## What the task requires
Start at the line below containing "translate:-50% -50%; white-space:nowrap;" and stop at the line containing "font-size:26px; color:#fff; font-weight:700". Repeat every line of that stretch exactly, and nothing outside it.

[Recorded data]
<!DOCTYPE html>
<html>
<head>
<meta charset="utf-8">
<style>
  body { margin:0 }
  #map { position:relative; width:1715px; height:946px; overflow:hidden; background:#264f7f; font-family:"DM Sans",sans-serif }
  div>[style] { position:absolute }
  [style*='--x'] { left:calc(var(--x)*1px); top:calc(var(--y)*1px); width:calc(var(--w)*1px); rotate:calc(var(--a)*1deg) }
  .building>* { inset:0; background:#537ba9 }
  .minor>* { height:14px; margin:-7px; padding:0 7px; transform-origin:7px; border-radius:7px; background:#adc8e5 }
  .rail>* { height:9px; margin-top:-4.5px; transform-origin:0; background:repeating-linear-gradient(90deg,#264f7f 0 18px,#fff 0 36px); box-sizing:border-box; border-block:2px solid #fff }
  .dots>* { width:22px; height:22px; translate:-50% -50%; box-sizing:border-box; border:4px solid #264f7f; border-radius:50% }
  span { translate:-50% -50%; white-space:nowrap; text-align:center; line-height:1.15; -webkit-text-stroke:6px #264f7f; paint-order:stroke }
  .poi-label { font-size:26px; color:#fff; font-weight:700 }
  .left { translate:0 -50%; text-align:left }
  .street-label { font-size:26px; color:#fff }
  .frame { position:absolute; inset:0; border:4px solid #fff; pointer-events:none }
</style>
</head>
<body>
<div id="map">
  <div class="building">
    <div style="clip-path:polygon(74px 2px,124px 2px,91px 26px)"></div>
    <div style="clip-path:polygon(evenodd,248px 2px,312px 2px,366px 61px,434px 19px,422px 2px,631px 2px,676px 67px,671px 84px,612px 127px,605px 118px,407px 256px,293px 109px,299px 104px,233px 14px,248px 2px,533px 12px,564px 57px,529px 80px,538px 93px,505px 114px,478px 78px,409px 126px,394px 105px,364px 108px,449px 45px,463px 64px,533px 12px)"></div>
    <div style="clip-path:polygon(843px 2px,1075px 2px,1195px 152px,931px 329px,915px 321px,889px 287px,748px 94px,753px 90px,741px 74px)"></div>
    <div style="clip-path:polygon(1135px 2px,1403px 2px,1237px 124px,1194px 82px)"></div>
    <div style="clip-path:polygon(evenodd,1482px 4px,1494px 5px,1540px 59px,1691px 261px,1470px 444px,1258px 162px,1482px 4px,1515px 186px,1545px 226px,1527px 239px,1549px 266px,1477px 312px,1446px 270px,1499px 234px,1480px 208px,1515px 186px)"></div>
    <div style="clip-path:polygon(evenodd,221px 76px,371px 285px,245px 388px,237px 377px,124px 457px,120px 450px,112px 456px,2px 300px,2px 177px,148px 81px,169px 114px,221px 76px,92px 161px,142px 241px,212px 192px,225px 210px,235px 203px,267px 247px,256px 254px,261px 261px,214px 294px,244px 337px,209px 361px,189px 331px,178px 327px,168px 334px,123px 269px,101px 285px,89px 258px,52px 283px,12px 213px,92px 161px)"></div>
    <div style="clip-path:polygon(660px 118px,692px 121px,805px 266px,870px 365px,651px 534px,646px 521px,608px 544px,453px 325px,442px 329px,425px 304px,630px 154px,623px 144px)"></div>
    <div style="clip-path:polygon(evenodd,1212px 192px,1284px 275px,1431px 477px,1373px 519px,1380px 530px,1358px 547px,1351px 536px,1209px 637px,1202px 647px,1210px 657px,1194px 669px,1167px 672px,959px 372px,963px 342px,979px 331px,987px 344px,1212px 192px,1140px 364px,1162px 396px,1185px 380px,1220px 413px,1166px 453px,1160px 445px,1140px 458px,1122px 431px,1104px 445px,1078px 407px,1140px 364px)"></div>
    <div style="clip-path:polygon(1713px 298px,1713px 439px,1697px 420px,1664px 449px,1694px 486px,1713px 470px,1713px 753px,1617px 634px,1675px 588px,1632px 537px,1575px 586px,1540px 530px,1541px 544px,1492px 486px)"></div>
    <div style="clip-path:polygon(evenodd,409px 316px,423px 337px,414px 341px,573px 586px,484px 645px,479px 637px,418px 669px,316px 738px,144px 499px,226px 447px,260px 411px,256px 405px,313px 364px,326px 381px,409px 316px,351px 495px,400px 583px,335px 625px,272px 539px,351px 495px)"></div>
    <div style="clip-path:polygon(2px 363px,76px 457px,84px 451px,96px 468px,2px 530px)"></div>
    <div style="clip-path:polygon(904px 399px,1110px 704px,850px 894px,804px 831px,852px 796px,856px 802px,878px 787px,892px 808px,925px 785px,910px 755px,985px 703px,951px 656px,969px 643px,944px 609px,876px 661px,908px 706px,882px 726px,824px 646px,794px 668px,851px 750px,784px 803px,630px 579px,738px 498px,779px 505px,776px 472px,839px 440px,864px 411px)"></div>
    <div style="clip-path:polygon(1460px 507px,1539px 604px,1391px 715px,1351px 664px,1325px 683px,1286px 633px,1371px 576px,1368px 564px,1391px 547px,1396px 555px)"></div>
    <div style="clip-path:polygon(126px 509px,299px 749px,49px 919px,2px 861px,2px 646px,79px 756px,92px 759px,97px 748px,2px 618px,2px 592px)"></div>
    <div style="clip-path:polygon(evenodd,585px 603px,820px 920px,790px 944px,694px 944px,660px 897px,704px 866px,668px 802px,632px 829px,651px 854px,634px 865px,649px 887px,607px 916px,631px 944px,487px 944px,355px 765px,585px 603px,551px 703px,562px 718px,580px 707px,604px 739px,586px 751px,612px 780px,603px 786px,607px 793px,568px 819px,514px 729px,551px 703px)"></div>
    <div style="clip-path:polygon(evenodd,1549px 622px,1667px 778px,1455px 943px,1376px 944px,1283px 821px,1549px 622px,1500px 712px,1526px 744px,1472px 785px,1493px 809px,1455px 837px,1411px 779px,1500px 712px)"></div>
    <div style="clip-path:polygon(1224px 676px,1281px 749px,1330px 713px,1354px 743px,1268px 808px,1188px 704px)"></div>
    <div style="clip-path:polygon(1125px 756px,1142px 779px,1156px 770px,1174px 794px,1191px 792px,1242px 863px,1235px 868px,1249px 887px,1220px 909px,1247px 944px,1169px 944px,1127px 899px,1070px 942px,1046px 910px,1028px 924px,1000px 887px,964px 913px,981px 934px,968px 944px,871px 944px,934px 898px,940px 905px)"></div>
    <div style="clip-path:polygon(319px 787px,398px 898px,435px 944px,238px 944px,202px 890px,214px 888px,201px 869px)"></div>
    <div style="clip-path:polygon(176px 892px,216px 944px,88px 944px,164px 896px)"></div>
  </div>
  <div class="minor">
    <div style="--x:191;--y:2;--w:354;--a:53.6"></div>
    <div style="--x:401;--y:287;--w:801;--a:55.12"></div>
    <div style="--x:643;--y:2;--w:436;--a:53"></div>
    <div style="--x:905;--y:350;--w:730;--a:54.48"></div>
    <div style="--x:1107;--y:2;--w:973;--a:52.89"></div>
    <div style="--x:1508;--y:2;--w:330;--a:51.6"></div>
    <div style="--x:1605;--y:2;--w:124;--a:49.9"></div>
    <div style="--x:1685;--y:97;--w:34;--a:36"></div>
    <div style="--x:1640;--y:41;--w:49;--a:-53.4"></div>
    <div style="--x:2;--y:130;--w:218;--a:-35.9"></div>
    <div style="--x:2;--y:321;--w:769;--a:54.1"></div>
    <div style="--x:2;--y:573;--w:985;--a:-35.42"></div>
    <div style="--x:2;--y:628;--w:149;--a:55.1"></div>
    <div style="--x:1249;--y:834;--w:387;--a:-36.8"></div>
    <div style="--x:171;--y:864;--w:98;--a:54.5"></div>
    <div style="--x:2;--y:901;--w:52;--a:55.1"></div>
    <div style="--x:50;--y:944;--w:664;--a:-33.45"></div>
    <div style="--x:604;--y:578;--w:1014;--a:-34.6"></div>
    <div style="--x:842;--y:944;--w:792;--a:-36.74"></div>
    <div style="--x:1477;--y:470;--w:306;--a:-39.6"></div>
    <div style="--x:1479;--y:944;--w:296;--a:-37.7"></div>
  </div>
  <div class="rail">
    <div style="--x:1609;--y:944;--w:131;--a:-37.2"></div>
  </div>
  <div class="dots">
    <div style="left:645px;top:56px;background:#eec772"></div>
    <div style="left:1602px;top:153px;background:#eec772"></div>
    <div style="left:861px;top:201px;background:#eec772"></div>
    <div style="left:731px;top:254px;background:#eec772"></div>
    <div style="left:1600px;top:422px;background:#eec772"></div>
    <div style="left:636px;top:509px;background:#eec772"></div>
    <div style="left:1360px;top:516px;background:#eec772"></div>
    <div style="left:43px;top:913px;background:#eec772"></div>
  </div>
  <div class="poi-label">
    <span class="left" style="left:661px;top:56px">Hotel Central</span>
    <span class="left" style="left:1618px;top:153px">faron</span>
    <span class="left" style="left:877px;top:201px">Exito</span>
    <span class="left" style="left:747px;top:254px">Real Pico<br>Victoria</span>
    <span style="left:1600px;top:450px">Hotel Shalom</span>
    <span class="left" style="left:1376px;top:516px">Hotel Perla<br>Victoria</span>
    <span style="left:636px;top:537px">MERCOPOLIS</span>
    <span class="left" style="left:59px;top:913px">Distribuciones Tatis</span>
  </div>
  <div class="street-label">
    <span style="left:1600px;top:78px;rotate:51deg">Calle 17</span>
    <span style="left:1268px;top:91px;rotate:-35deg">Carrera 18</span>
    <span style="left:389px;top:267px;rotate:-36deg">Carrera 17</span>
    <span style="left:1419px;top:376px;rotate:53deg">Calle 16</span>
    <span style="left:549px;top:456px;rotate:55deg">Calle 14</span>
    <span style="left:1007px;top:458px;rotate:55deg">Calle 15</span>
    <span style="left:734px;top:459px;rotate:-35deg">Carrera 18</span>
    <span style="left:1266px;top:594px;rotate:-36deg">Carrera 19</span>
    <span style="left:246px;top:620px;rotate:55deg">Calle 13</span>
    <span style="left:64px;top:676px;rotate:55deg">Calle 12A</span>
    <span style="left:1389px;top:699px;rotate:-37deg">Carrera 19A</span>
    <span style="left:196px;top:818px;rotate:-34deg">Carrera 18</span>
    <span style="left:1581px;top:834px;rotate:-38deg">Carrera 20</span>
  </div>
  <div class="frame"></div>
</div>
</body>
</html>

## Answer below
  span { translate:-50% -50%; white-space:nowrap; text-align:center; line-height:1.15; -webkit-text-stroke:6px #264f7f; paint-order:stroke }
  .poi-label { font-size:26px; color:#fff; font-weight:700 }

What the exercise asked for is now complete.